B E E E P - E N D T R A N S M I S S I O N B i o g r a p h i e s Chris Amies was born in South London and now lives in Birmingham. He is the author of one published novel, "Dead Ground," whose sequel "Sea of Stone" is due out shortly, and also of a book on Hammersmith & Fulham pubs and twenty or so stories in a variety of anthologies and magazines.
Simon Clark is the author of Blood Crazy, Secrets of the The Dead, The Night of the Triffids and many other novels and short stories involving strangeness, adventure and danger, too. The Night of the Triffids has just been released as a fullcast audio drama from Big Finish, starring Sam Troughton and Nicola Bryant. Simon is also the author of the Victorian crime-thriller Inspector Abberline and the Gods of Rome. Please call in from time-to-time at his website nailedbytheheart.com
Janet Edwards is the author of a trilogy from Harper Voyager. Earth Girl (2012), Earth Star (2013) and Earth Flight (2014). As a child, Janet read everything she could get her hands on, including a huge amount of science fiction and fantasy. She studied Maths at Oxford, and went on to suffer years of writing unbearably complicated technical documents before deciding to write something that was fun for a change. She has a husband, a son, a lot of books, and an aversion to housework. You can find out more at her website, www.janetedwards.com
Philip Palmer likes to think of himself as a glamorous hyphenate: Writer-writertoolazytogetaproperjob-writer. He has written screenplays, radio dramas, TV dramas and novels. His TV credits include the BBC 1 film The Many Lives of Albert Walker and numerous episodes of The Bill.
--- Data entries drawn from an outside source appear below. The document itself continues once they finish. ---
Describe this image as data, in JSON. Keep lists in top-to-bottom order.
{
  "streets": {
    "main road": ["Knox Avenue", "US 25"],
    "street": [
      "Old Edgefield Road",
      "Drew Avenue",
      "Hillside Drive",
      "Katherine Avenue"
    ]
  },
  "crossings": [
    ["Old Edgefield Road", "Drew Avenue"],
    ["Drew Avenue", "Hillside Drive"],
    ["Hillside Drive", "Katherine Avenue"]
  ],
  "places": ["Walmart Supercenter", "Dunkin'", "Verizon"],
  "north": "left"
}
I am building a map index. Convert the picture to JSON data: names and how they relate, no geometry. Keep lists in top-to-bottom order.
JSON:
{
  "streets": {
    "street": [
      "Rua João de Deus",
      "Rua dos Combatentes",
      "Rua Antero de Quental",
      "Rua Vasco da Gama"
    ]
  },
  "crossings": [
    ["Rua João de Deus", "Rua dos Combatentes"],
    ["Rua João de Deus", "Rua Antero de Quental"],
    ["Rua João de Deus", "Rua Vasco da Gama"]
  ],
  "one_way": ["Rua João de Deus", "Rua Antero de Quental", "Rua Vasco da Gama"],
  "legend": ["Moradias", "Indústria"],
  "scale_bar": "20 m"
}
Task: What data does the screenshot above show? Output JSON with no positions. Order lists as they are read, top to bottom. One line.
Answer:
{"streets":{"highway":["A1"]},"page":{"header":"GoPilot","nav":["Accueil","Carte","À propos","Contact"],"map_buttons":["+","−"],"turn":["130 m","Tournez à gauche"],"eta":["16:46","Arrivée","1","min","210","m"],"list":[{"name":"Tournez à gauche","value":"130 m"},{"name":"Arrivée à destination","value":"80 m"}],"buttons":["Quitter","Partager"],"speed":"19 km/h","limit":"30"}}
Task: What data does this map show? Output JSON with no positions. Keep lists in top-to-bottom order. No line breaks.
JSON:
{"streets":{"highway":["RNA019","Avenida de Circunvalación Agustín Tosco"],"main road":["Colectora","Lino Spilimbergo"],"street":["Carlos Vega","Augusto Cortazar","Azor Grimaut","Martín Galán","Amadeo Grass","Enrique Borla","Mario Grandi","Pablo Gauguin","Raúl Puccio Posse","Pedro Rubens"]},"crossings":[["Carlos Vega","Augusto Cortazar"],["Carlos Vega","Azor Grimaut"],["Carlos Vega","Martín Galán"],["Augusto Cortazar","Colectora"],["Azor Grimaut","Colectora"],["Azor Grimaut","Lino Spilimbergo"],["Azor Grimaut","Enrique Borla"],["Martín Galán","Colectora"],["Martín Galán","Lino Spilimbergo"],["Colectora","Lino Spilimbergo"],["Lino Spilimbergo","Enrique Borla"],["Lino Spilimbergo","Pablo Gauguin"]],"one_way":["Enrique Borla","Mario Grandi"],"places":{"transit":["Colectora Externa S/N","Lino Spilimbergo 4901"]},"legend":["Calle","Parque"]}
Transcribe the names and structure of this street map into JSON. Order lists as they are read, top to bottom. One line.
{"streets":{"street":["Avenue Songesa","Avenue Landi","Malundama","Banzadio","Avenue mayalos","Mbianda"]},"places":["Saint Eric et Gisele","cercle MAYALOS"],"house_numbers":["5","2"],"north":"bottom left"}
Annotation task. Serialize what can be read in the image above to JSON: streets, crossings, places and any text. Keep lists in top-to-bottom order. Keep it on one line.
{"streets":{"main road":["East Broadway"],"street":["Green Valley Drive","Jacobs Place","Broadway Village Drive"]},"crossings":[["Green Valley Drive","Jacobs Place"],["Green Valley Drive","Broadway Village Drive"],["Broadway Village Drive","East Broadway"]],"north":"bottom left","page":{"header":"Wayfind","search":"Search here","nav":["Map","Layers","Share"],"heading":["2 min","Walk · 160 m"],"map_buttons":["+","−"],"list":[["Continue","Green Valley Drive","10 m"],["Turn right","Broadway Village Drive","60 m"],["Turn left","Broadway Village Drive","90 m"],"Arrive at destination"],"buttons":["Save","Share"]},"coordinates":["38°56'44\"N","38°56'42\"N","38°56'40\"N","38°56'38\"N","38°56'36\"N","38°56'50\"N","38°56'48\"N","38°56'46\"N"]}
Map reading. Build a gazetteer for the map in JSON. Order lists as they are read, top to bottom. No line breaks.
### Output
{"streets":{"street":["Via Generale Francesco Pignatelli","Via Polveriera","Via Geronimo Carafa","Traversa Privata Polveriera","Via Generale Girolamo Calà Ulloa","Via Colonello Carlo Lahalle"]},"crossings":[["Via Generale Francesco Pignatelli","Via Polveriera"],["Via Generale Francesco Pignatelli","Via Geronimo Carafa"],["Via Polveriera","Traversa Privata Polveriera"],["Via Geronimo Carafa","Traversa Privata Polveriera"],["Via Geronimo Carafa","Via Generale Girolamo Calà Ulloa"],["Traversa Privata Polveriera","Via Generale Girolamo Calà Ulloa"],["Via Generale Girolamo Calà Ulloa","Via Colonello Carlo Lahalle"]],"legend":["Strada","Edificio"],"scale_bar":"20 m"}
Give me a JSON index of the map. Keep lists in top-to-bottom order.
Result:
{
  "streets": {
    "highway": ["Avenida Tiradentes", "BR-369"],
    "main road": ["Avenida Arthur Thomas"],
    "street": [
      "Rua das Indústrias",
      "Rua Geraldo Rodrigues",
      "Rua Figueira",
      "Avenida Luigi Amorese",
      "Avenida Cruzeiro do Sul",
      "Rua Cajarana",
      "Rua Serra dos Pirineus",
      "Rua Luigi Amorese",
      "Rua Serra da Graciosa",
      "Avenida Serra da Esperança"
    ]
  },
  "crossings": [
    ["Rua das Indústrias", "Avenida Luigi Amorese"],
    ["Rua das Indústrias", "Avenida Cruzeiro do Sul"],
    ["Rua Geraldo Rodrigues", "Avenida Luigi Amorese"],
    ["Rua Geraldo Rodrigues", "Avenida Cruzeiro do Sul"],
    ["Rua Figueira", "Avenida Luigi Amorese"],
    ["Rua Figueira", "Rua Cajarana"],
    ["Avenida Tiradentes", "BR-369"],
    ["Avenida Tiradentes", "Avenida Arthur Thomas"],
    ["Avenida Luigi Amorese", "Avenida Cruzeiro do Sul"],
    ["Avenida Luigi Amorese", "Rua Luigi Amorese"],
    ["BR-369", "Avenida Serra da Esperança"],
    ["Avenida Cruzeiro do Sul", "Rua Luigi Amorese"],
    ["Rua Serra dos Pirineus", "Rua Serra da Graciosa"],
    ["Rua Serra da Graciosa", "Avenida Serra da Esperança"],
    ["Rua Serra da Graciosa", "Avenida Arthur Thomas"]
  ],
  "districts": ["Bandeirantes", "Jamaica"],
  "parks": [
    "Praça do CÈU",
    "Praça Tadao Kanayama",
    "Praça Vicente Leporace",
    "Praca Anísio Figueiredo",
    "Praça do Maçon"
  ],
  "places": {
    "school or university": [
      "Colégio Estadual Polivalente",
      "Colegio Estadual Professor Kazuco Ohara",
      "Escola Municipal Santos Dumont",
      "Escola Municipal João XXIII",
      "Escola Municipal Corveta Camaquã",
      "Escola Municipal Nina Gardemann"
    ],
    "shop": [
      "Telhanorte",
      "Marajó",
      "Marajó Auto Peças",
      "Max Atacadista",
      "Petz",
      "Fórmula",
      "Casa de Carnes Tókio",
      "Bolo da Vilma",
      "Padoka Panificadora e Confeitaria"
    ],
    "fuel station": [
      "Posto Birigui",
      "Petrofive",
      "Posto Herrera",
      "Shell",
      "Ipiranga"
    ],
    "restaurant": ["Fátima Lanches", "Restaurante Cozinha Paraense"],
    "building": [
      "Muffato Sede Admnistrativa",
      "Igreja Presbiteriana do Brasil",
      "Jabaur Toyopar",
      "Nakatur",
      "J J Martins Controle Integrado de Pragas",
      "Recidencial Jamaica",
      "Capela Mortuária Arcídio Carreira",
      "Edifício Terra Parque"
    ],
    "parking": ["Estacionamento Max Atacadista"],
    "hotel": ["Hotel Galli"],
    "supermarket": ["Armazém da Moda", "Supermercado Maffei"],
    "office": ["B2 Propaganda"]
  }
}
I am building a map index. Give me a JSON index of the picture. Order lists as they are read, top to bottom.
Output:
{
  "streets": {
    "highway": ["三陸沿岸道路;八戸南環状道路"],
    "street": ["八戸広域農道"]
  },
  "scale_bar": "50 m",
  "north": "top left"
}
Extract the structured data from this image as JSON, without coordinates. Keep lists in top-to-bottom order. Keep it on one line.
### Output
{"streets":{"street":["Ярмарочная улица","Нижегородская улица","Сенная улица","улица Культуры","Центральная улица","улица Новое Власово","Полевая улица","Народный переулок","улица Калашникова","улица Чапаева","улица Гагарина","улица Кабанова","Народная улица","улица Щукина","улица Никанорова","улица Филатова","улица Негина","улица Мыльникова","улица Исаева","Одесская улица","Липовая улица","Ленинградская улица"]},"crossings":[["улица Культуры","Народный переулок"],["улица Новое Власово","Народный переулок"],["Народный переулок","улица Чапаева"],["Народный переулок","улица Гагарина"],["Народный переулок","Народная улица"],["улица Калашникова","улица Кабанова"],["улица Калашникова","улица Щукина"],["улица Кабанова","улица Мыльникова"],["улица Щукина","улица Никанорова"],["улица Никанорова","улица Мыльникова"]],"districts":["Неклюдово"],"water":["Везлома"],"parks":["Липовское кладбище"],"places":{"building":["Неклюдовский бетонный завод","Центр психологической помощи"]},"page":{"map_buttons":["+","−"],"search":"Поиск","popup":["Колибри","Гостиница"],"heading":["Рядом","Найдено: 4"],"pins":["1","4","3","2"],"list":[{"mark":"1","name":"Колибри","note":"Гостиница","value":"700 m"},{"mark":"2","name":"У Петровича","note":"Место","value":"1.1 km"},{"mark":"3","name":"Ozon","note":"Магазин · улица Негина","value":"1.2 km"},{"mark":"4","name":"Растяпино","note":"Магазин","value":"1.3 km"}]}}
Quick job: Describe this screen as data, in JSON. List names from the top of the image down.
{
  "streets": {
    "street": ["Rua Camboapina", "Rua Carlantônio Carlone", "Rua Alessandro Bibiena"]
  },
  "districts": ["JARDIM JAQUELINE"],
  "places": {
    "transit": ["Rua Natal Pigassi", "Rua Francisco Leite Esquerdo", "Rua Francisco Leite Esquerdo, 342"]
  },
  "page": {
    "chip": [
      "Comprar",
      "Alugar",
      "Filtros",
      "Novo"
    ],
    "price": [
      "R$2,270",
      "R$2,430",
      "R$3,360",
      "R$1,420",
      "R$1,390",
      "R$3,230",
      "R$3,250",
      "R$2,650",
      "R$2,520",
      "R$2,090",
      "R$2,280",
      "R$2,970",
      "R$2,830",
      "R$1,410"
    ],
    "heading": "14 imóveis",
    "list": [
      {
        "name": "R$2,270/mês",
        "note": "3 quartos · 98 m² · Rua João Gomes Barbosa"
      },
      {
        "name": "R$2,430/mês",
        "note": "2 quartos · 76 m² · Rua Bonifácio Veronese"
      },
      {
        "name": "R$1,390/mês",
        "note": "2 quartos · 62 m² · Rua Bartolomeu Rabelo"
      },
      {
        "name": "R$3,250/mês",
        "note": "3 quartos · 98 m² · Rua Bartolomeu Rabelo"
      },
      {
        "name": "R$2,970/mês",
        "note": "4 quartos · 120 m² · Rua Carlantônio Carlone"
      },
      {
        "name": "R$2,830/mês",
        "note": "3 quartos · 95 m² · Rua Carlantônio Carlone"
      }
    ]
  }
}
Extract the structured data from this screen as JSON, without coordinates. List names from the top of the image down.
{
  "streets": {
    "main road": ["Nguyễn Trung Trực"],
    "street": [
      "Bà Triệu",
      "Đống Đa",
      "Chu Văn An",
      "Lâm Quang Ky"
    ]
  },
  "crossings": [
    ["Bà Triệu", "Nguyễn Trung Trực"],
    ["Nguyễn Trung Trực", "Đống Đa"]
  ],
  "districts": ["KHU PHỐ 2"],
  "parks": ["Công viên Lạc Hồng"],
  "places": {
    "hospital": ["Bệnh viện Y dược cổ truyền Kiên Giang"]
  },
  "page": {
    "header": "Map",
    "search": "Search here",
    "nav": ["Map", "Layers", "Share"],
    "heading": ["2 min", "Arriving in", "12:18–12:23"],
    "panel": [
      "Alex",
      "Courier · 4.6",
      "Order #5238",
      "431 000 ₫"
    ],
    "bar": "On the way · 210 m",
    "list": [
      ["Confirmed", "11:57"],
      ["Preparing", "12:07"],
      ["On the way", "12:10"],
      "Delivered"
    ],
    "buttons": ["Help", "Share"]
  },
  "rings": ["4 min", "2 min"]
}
For radio his plays include The King’s Coiner, The Faerie Queene, and Red and Blue. As a writer of SF novels he is responsible for considerable galactic carnage as recounted in Debatable Space, Red Claw, Version 43, Hellship, and Artemis. He is founder of Afan Films and teaches creative writing part-time at Goldsmiths College.
Joining Games Workshop at the age of nineteen, Gav Thorpe was a staff writer and games developer on the Warhammer and Warhammer 40,000 universe for fourteen years, and has also written novels for the same for the past fifteen years and more. His most popular works include The Sundering trilogy, The Path of the Eldar, works from the Horus Heresy series including Deliverance Lost, the audio dramas Raven’s Flight and Honour to the Dead, and the New York times best-selling novella The Lion. He is also published by Angry Robot books where you can find his epic swords-and-sandals fantasy saga gathered in the omnibus collection entitled Empire of the Blood. Gav has also worked on, and is currently working on, numerous tabletop and video games, including as a designer, writer and world creation consultant. He lives near Nottingham with his partner Kez and baby boy Sammy.
Simon Kurt Unsworth was born in Manchester in 1972 and has not yet given up searching for evidence that the world was awash with mysterious signs and portents that day. He recently moved to an old farmhouse in Cumbria where it has rained almost every day since his arrival, and somewhere in the midst of the mud and the damp and the sheep he writes whatever comes into his head. He has three collections of stories available, Strange Gateways, Lost Places and Quiet Houses. His novel The Devil’s Detective is due out in the US and UK in March 2015, from Doubleday and Del Ray UK respectively.
About the Editor Alex Davis is editor and publisher for Boo Books, a small press based in Derby with a view to publishing local talent alongside national and international names. He has edited three Boo Books titles to date – QUAD Writes, Breaking the Rules and After the Fall. His anthologies for other publishers include No Monsters Allowed (Doghorn Publishing), X7 and Worms (Knightwatch Press). As well as this, he works as a proofreader, copy-editor, event organiser and creative writing tutor.